* What you are asked to do:
Look below for the lines from the one with "M 291,555 L 325,588 L 296,617 L 263,585 Z" to the one with "M 83,925 L 108,935 L 103,948 L 78,939 Z", and copy exactly those lines, both ends included.

(Saved data entries)

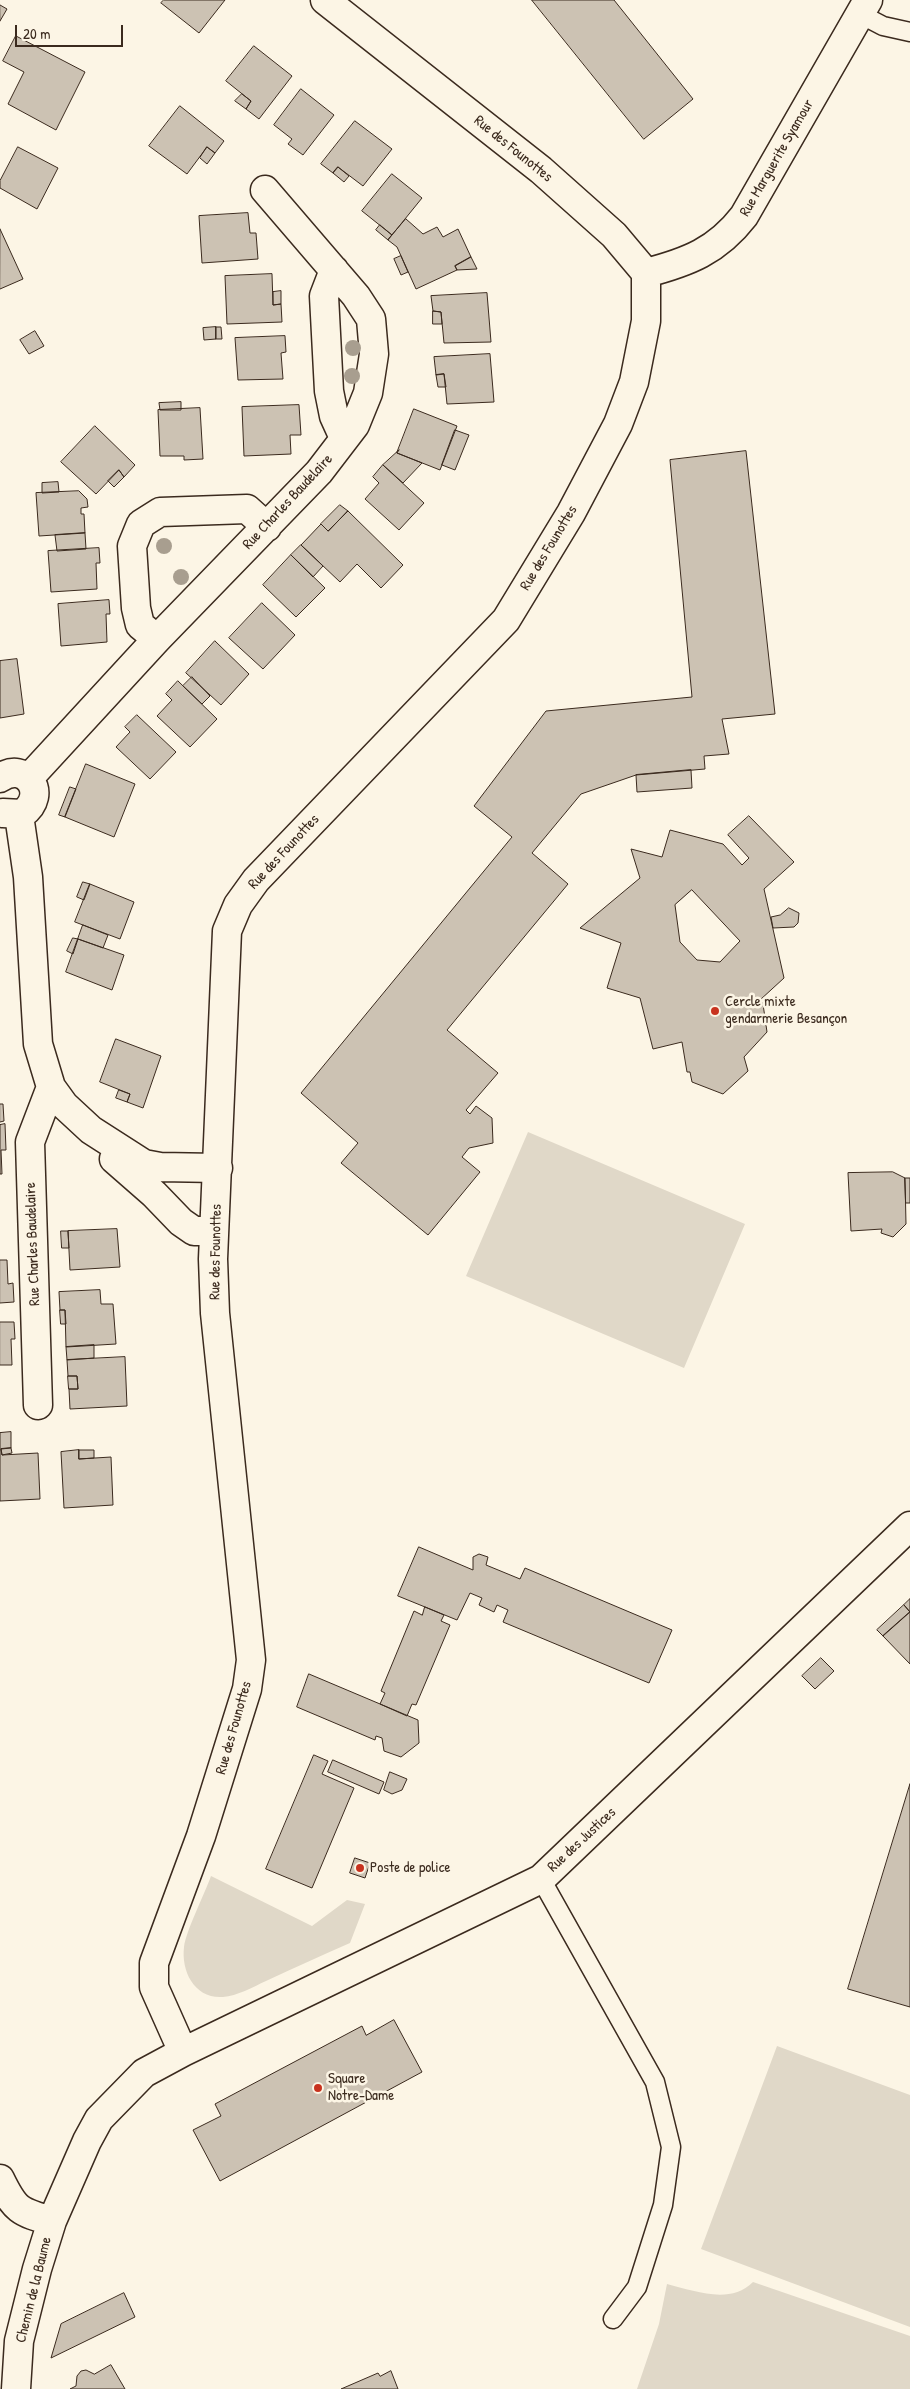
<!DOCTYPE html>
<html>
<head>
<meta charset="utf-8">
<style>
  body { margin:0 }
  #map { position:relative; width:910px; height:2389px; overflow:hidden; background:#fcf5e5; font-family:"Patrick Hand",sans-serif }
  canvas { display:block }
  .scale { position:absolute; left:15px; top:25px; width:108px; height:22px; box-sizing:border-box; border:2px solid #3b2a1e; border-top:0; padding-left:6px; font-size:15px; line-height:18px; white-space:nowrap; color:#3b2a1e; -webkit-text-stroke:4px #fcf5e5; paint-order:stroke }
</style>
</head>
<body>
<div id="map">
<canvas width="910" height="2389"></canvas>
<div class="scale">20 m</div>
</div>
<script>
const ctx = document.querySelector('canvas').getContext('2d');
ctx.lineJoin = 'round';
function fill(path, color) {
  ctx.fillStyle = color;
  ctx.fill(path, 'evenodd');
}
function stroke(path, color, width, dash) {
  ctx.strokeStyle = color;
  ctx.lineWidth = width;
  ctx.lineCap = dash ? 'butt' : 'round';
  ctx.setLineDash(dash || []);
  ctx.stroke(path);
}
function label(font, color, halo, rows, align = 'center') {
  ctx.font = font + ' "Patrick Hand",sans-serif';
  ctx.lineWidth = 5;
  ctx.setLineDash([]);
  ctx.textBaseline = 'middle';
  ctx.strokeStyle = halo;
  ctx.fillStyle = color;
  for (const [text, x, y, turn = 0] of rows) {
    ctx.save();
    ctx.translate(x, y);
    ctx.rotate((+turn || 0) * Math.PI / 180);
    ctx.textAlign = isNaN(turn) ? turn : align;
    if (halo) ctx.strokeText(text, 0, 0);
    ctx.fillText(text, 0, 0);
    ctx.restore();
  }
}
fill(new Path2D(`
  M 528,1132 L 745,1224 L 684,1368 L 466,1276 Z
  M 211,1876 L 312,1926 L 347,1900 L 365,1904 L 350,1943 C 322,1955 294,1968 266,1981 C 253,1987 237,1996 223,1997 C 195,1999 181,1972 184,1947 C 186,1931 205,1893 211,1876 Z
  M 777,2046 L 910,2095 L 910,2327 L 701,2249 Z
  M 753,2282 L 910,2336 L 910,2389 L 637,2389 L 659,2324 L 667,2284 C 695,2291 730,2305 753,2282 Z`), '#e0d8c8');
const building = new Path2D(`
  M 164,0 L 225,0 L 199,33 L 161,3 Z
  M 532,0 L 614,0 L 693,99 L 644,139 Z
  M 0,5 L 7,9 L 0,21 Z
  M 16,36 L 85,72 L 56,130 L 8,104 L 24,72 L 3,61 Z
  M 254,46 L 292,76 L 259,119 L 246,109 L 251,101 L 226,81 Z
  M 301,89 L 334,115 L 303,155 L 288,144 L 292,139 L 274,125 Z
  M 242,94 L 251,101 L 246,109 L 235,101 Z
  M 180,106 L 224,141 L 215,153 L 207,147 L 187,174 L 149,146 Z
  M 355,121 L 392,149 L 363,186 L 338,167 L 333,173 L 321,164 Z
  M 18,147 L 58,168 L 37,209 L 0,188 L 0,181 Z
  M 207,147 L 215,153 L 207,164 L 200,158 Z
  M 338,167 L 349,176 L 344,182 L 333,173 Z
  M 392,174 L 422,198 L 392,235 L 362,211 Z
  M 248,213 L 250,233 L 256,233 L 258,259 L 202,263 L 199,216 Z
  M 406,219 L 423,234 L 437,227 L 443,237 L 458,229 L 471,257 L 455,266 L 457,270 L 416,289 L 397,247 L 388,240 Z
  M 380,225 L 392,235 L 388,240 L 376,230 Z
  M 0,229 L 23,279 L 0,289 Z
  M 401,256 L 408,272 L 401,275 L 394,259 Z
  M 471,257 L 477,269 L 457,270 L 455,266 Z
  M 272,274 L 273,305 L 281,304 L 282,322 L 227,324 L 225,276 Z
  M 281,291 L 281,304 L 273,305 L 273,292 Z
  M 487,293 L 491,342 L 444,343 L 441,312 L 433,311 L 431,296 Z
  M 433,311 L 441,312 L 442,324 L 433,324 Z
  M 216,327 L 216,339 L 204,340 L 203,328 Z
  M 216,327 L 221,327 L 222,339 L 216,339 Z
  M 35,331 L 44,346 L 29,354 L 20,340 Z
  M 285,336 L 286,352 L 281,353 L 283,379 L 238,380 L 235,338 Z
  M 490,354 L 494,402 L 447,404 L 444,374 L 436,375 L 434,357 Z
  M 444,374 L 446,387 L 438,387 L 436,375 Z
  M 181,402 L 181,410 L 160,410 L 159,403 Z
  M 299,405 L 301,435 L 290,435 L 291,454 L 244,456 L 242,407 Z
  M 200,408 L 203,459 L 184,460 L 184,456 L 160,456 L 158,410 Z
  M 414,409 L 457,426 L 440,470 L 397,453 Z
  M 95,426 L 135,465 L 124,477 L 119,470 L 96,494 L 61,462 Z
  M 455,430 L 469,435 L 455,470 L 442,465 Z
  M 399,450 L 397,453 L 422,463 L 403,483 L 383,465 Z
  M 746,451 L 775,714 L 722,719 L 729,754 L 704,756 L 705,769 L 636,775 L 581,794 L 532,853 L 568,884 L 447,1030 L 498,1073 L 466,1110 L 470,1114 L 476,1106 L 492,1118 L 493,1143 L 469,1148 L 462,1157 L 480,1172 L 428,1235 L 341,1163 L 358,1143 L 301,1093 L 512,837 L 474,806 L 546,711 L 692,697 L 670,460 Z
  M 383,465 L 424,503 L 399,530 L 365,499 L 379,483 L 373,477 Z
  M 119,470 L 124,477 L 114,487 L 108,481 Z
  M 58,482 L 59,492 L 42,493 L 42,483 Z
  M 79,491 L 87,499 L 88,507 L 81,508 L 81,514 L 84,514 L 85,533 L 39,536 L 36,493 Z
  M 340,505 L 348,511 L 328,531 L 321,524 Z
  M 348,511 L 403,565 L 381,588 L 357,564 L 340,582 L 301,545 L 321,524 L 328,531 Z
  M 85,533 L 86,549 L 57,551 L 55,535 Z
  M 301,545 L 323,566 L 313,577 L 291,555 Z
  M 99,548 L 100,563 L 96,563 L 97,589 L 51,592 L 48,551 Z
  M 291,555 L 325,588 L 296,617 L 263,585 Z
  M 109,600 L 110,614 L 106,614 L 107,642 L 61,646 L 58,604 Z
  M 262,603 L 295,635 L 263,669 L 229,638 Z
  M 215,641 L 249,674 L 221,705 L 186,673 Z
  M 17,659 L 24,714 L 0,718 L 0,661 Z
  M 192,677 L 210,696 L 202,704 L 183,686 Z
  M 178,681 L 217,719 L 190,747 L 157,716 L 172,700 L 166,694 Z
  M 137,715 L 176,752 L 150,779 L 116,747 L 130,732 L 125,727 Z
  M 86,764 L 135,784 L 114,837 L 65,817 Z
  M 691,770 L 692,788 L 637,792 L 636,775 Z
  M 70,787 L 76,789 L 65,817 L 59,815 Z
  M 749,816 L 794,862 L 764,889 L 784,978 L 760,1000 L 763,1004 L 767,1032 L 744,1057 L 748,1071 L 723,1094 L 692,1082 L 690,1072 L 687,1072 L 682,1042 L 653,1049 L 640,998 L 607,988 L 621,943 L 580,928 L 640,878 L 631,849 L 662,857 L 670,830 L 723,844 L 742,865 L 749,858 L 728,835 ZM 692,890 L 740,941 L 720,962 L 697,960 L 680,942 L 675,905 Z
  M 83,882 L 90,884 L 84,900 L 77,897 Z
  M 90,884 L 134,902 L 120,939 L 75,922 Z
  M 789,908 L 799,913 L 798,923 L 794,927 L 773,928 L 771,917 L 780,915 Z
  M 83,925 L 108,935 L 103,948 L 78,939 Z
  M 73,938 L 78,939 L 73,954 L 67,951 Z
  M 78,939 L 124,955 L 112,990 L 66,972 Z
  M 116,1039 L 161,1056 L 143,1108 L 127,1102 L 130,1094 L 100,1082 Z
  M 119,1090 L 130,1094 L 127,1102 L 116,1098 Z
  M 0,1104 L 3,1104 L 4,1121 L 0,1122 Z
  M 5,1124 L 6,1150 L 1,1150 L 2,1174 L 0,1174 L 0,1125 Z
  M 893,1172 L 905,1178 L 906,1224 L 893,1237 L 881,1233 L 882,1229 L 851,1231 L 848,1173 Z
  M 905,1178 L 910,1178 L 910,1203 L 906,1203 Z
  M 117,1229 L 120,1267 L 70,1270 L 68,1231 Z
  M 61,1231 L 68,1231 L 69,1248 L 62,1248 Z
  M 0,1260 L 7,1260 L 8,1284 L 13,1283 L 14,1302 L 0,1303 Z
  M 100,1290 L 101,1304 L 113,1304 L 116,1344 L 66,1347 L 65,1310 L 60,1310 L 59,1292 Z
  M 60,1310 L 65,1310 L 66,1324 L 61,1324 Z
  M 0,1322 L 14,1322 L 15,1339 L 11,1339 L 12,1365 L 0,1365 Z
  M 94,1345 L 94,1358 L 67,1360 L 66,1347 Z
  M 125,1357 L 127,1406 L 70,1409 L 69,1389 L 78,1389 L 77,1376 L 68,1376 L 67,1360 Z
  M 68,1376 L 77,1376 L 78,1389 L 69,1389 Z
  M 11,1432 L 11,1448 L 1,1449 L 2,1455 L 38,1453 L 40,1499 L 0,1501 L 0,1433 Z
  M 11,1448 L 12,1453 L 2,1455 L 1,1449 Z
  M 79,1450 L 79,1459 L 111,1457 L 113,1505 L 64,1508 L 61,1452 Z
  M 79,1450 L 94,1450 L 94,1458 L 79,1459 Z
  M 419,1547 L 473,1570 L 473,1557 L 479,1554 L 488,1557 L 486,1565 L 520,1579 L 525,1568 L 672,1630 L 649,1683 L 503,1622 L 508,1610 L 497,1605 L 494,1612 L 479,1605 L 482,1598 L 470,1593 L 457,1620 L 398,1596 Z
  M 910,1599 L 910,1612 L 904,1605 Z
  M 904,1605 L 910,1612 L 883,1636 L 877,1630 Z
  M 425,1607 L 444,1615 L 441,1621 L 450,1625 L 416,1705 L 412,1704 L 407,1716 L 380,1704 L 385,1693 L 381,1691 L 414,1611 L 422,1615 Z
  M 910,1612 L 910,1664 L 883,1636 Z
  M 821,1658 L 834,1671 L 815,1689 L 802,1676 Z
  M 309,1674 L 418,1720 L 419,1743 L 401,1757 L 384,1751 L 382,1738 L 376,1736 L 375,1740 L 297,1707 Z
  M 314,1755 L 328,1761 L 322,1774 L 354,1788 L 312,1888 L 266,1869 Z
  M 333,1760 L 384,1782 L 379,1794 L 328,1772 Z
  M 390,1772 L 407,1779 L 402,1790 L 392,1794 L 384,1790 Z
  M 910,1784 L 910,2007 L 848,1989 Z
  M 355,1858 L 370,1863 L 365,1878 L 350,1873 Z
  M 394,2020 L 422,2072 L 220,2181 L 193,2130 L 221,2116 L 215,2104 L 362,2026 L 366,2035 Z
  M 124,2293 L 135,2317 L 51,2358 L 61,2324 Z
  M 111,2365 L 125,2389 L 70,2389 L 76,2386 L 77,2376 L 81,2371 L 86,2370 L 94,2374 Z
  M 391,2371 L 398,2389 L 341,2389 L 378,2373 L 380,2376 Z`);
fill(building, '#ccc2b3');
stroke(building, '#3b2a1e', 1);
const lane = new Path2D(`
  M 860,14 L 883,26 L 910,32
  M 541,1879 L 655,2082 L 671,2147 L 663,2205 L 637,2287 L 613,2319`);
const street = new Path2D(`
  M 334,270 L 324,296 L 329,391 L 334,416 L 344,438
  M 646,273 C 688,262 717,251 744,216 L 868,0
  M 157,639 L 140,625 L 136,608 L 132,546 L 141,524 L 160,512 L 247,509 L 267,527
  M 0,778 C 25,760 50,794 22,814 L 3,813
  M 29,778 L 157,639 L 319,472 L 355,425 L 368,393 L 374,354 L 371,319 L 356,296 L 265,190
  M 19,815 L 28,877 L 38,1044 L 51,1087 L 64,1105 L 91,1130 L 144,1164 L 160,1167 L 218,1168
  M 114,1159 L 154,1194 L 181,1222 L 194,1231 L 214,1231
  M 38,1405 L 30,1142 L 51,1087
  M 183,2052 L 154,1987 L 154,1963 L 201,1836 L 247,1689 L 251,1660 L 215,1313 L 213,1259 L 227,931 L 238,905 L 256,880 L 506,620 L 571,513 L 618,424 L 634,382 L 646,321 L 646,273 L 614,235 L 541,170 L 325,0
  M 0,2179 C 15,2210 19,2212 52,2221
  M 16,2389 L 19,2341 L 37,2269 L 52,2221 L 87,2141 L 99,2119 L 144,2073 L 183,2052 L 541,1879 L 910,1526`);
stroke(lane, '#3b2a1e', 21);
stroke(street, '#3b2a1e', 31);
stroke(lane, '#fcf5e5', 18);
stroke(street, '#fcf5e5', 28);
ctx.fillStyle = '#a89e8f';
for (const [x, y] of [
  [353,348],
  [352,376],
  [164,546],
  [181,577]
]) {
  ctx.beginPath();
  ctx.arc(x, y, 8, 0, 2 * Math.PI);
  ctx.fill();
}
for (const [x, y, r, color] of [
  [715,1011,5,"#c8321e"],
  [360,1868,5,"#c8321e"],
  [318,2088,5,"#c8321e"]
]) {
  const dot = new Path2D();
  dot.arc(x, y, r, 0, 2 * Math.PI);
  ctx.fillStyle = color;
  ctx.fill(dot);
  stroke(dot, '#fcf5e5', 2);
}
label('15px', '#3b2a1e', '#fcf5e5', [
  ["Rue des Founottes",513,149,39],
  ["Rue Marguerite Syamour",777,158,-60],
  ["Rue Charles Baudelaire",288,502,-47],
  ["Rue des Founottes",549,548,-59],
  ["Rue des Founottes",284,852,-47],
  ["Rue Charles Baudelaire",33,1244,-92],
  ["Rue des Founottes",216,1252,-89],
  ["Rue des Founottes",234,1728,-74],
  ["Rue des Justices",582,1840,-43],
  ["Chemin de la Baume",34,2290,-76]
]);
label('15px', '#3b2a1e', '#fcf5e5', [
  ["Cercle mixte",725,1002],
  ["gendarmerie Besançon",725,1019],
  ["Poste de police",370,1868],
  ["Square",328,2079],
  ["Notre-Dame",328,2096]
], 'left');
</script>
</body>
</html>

* Final answer:
  M 291,555 L 325,588 L 296,617 L 263,585 Z
  M 109,600 L 110,614 L 106,614 L 107,642 L 61,646 L 58,604 Z
  M 262,603 L 295,635 L 263,669 L 229,638 Z
  M 215,641 L 249,674 L 221,705 L 186,673 Z
  M 17,659 L 24,714 L 0,718 L 0,661 Z
  M 192,677 L 210,696 L 202,704 L 183,686 Z
  M 178,681 L 217,719 L 190,747 L 157,716 L 172,700 L 166,694 Z
  M 137,715 L 176,752 L 150,779 L 116,747 L 130,732 L 125,727 Z
  M 86,764 L 135,784 L 114,837 L 65,817 Z
  M 691,770 L 692,788 L 637,792 L 636,775 Z
  M 70,787 L 76,789 L 65,817 L 59,815 Z
  M 749,816 L 794,862 L 764,889 L 784,978 L 760,1000 L 763,1004 L 767,1032 L 744,1057 L 748,1071 L 723,1094 L 692,1082 L 690,1072 L 687,1072 L 682,1042 L 653,1049 L 640,998 L 607,988 L 621,943 L 580,928 L 640,878 L 631,849 L 662,857 L 670,830 L 723,844 L 742,865 L 749,858 L 728,835 ZM 692,890 L 740,941 L 720,962 L 697,960 L 680,942 L 675,905 Z
  M 83,882 L 90,884 L 84,900 L 77,897 Z
  M 90,884 L 134,902 L 120,939 L 75,922 Z
  M 789,908 L 799,913 L 798,923 L 794,927 L 773,928 L 771,917 L 780,915 Z
  M 83,925 L 108,935 L 103,948 L 78,939 Z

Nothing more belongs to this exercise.